»»

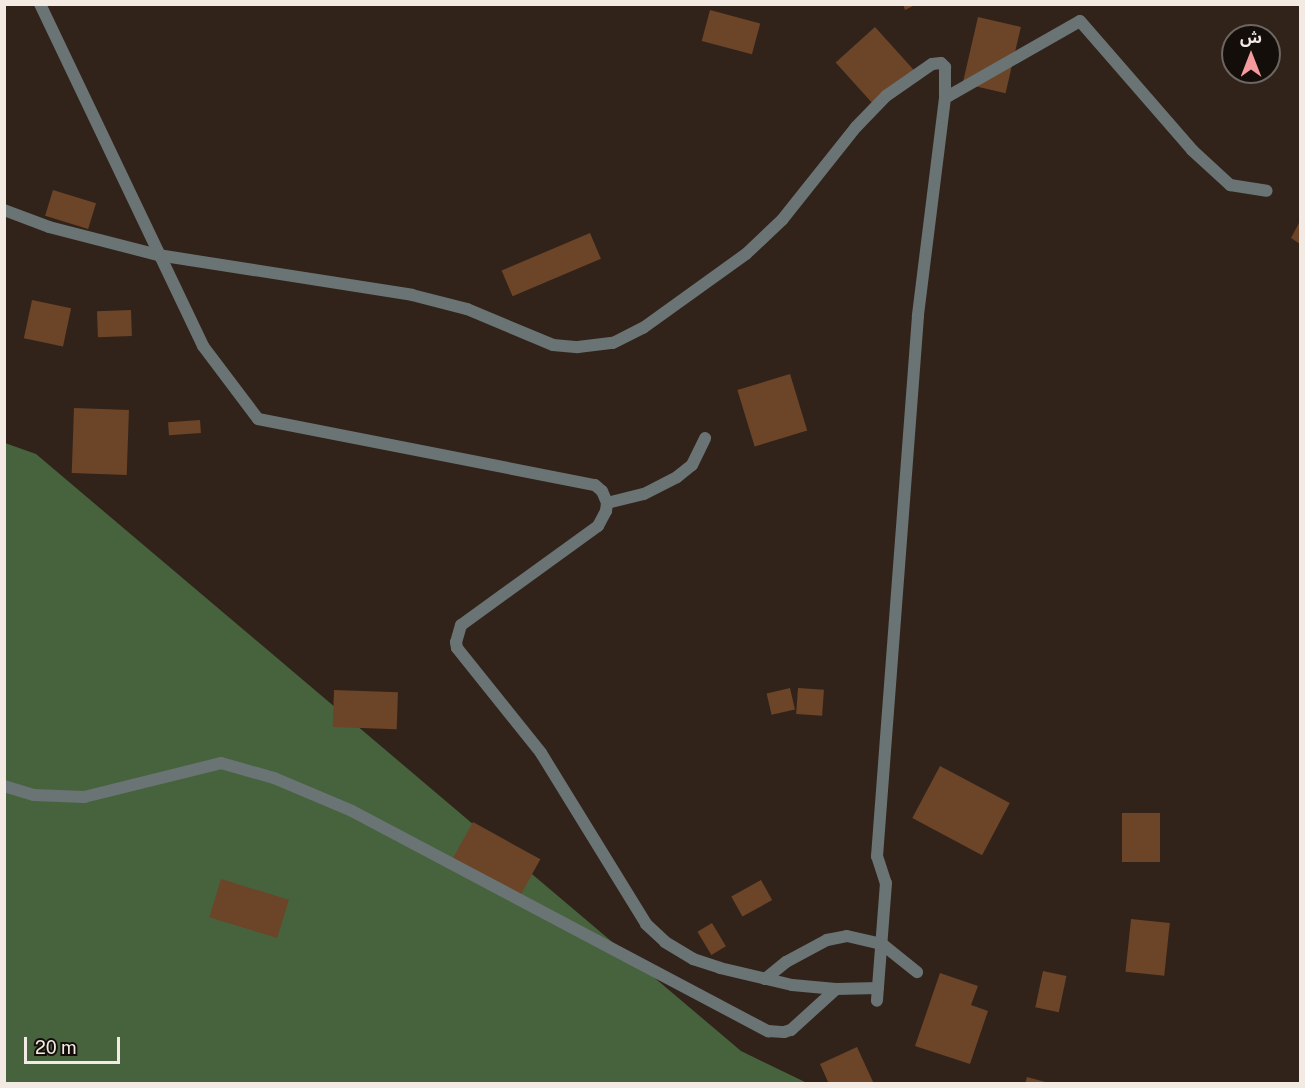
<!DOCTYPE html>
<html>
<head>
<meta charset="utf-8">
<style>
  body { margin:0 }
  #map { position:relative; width:1305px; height:1088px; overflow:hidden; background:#31231a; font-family:"Public Sans","Noto Sans Arabic",sans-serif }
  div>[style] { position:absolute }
  .forest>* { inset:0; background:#47633d }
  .building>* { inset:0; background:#6c4428; transform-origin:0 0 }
  .service>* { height:12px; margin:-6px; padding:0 6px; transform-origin:6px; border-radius:6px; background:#6a7474 }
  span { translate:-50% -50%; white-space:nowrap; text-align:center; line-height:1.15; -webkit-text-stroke:4.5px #140e0a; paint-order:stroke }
  .frame { position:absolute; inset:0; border:6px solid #f4eae4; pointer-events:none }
  .north { position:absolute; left:1221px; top:24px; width:60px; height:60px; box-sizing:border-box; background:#140e0a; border:2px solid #6e6661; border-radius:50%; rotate:0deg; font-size:16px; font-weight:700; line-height:24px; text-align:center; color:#f4eae4 }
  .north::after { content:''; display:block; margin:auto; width:21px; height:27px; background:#f59b9e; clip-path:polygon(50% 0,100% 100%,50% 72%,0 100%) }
  .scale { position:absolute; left:24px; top:1037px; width:96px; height:27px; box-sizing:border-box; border:3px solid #f4eae4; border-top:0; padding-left:8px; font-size:18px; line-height:21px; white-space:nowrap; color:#f4eae4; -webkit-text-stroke:4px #140e0a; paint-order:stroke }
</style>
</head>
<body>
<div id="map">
  <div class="forest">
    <i style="clip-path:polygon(5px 443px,36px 454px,741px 1051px,807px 1083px,5px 1084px)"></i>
  </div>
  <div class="building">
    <i style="clip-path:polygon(903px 4px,917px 4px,905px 10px)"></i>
    <i style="left:710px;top:10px;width:52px;height:32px;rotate:15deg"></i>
    <i style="left:978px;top:17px;width:44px;height:68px;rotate:13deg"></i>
    <i style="left:875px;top:27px;width:58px;height:53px;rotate:48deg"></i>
    <i style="left:53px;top:190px;width:45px;height:27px;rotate:17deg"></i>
    <i style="clip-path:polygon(1300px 221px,1300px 244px,1291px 238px)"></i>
    <i style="left:590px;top:233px;width:28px;height:96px;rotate:67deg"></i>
    <i style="left:32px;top:300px;width:40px;height:39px;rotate:12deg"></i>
    <i style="left:131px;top:310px;width:26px;height:34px;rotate:88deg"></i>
    <i style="left:790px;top:374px;width:59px;height:55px;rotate:73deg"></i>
    <i style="left:74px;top:408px;width:55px;height:65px;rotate:2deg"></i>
    <i style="left:200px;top:420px;width:13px;height:32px;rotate:86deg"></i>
    <i style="left:790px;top:688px;width:22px;height:24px;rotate:77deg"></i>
    <i style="left:798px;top:688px;width:26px;height:26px;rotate:4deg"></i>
    <i style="left:334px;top:690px;width:64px;height:37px;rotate:2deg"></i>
    <i style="left:940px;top:766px;width:79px;height:59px;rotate:28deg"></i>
    <i style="left:1122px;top:813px;width:38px;height:49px"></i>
    <i style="left:473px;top:822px;width:77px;height:43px;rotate:29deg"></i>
    <i style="left:221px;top:879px;width:71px;height:40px;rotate:17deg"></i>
    <i style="left:761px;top:880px;width:23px;height:34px;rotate:61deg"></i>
    <i style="left:1131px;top:919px;width:39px;height:53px;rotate:6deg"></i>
    <i style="left:712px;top:923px;width:27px;height:17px;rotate:59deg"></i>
    <i style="left:1043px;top:971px;width:24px;height:37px;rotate:12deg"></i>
    <i style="clip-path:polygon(940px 973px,978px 986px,971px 1005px,988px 1011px,970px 1064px,915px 1046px)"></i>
    <i style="clip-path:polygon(857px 1047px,874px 1084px,829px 1084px,820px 1064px)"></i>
    <i style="clip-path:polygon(1027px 1077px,1049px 1083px,1049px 1084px,1025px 1084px)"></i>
  </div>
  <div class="service">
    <i style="left:40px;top:4px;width:379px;rotate:64.5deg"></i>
    <i style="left:203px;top:346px;width:91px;rotate:53deg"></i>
    <i style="left:258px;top:419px;width:343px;rotate:11.1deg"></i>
    <i style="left:595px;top:485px;width:9px;rotate:41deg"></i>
    <i style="left:602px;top:491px;width:13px;rotate:67deg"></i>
    <i style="left:607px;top:503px;width:8px;rotate:97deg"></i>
    <i style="left:606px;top:511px;width:17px;rotate:118deg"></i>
    <i style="left:598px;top:526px;width:169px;rotate:144.1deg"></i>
    <i style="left:461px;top:625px;width:18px;rotate:106deg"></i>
    <i style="left:456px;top:642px;width:6px;rotate:81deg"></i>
    <i style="left:457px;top:648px;width:134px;rotate:51.3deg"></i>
    <i style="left:541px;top:753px;width:201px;rotate:58.4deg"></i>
    <i style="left:646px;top:924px;width:26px;rotate:43deg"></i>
    <i style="left:665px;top:942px;width:33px;rotate:31deg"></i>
    <i style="left:693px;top:959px;width:28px;rotate:18deg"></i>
    <i style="left:720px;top:968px;width:74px;rotate:13.3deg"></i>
    <i style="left:792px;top:985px;width:44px;rotate:5.2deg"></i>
    <i style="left:836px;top:989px;width:42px;rotate:-1.4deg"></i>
    <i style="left:945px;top:98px;width:155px;rotate:-29.7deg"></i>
    <i style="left:1080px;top:21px;width:171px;rotate:49deg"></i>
    <i style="left:1192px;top:150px;width:52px;rotate:42.6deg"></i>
    <i style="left:1230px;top:185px;width:37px;rotate:9deg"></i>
    <i style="left:4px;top:210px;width:48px;rotate:20.7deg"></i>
    <i style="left:49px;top:227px;width:113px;rotate:14.4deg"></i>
    <i style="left:158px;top:255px;width:257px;rotate:8.9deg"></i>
    <i style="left:412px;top:295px;width:57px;rotate:14.3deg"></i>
    <i style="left:467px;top:309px;width:93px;rotate:22.7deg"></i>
    <i style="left:553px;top:345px;width:25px;rotate:5deg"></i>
    <i style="left:578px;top:347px;width:35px;rotate:-7deg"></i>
    <i style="left:613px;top:343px;width:34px;rotate:-27deg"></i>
    <i style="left:643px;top:328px;width:127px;rotate:-35.7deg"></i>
    <i style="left:746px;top:254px;width:50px;rotate:-43.4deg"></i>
    <i style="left:782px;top:220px;width:119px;rotate:-51.5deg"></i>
    <i style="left:856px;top:127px;width:43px;rotate:-45.9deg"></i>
    <i style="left:886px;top:96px;width:56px;rotate:-34.8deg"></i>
    <i style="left:932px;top:64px;width:9px;rotate:-6deg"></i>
    <i style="left:941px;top:63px;width:6px;rotate:45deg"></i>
    <i style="left:945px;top:67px;width:31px;rotate:90deg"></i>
    <i style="left:945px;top:98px;width:220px;rotate:97.1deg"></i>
    <i style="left:918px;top:316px;width:542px;rotate:94.34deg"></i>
    <i style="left:877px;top:856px;width:28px;rotate:72deg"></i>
    <i style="left:886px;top:883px;width:118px;rotate:94.4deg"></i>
    <i style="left:607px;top:503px;width:38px;rotate:-14deg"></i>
    <i style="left:644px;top:494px;width:37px;rotate:-27deg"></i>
    <i style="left:677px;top:477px;width:19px;rotate:-39deg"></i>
    <i style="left:692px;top:465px;width:30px;rotate:-64deg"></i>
    <i style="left:4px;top:786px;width:31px;rotate:17deg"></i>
    <i style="left:34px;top:795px;width:50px;rotate:2.3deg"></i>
    <i style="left:84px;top:797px;width:141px;rotate:-13.9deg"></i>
    <i style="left:221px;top:763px;width:55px;rotate:15.8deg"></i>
    <i style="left:274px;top:778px;width:85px;rotate:22.9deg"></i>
    <i style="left:352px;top:811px;width:471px;rotate:27.9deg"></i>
    <i style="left:768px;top:1031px;width:16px;rotate:4deg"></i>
    <i style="left:784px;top:1032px;width:7px;rotate:-16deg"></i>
    <i style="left:791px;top:1030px;width:61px;rotate:-42.3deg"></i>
    <i style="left:765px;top:979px;width:27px;rotate:-39deg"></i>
    <i style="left:786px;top:962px;width:47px;rotate:-28.2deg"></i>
    <i style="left:827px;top:940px;width:20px;rotate:-11deg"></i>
    <i style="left:847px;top:936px;width:36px;rotate:13deg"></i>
    <i style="left:882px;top:944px;width:45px;rotate:38.7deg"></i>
  </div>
  <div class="frame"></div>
  <div class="north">ش</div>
  <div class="scale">20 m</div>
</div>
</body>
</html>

««

## Activity
Begin with the line above that has "inset:0; background:#6c4428; transform-origin:0" and continue through the line that has "height:12px; margin:-6px; padding:0", setting each one down exactly. Stop there.

## Response area
  .building>* { inset:0; background:#6c4428; transform-origin:0 0 }
  .service>* { height:12px; margin:-6px; padding:0 6px; transform-origin:6px; border-radius:6px; background:#6a7474 }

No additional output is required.